The Bookshop
Written and Directed by Isabel Coixet
Starring Emily Mortimer, Bill Nighyand Patricia Clarkson
Running time: 1 hour and 53 minutes
MPAA rating: PG for thematic elements, language, and brief smoking
by Deborah Krieger
The Bookshop is a lovely-looking film, but that’s really all there is to recommend it. I’m not familiar with the acclaimed novel upon which this adaptation is based, but the experience of watching The Bookshop is like taking in a version of Chocolat without any of the latter film’s vitality, emotion, or sensuality. The original novel actually predates Chocolat (and its respective source text), but the forty-year gap between The Bookshop book and The Bookshop movie only serves to make nearly every plot point and character beat seem incredibly clichéd and played out.
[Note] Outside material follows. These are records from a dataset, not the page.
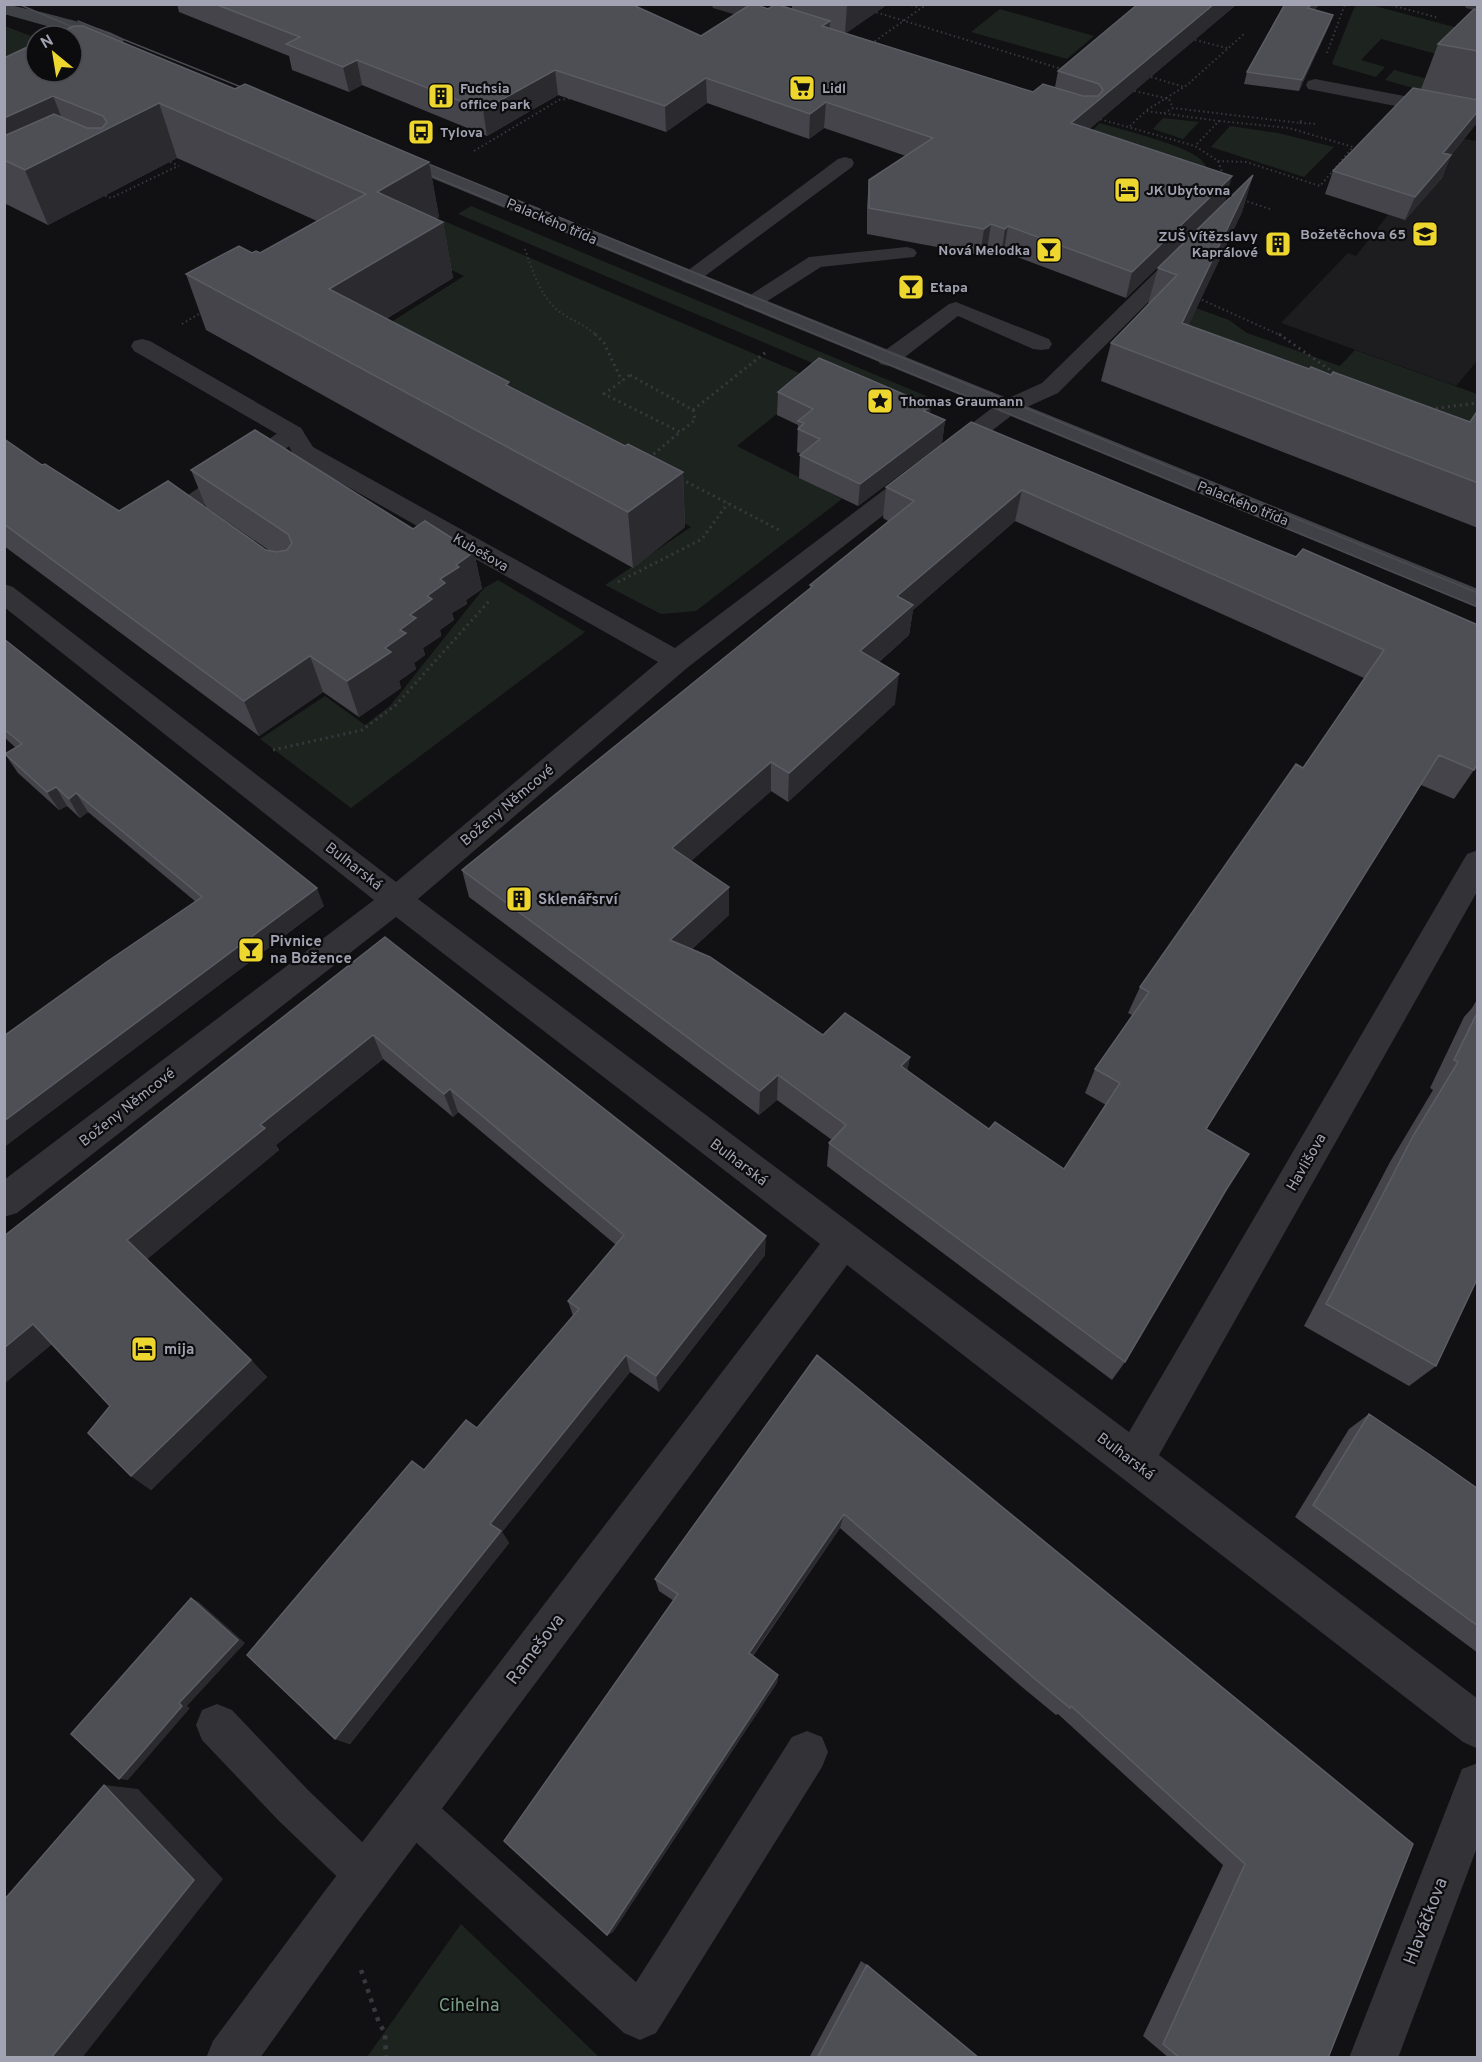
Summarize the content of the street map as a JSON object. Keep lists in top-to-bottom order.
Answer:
{
  "streets": {
    "street": [
      "Palackého třída",
      "Kubešova",
      "Boženy Němcové",
      "Bulharská",
      "Havlišova",
      "Ramešova",
      "Hlaváčkova"
    ]
  },
  "crossings": [
    ["Palackého třída", "Boženy Němcové"],
    ["Kubešova", "Boženy Němcové"],
    ["Boženy Němcové", "Bulharská"],
    ["Bulharská", "Havlišova"],
    ["Bulharská", "Ramešova"]
  ],
  "parks": ["Cihelna"],
  "places": {
    "supermarket": ["Lidl"],
    "building": ["Fuchsia office park", "ZUŠ Vítězslavy Kaprálové", "Sklenářsrví"],
    "bus stop": ["Tylova"],
    "hotel": ["JK Ubytovna", "mija"],
    "school or university": ["Božetěchova 65"],
    "bar": ["Nová Melodka", "Etapa", "Pivnice na Božence"],
    "place": ["Thomas Graumann"]
  },
  "north": "top left"
}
We have the weary, earnest widow Florence Green (Emily Mortimer), who decides to open a bookshop in her dreary little English village; we have the wealthy, petty, manipulative Violet Gamart (Patricia Clarkson) who wants to stop her; we have Christine, the precious, devilishly charming child who helps Florence at the shop (Honor Kneafsey); we have Mr. Brundish, the mysterious, reclusive benefactor who supports Florence in her cause (Bill Nighy); and, most importantly, we have the expected coterie of small-minded, suspicious, incurious townsfolk who, ultimately, let Florence (and the cause of literary appreciation) down. There’s even an overly-explanatory narration that turns out to have been a recollection by the aforementioned child the entire time.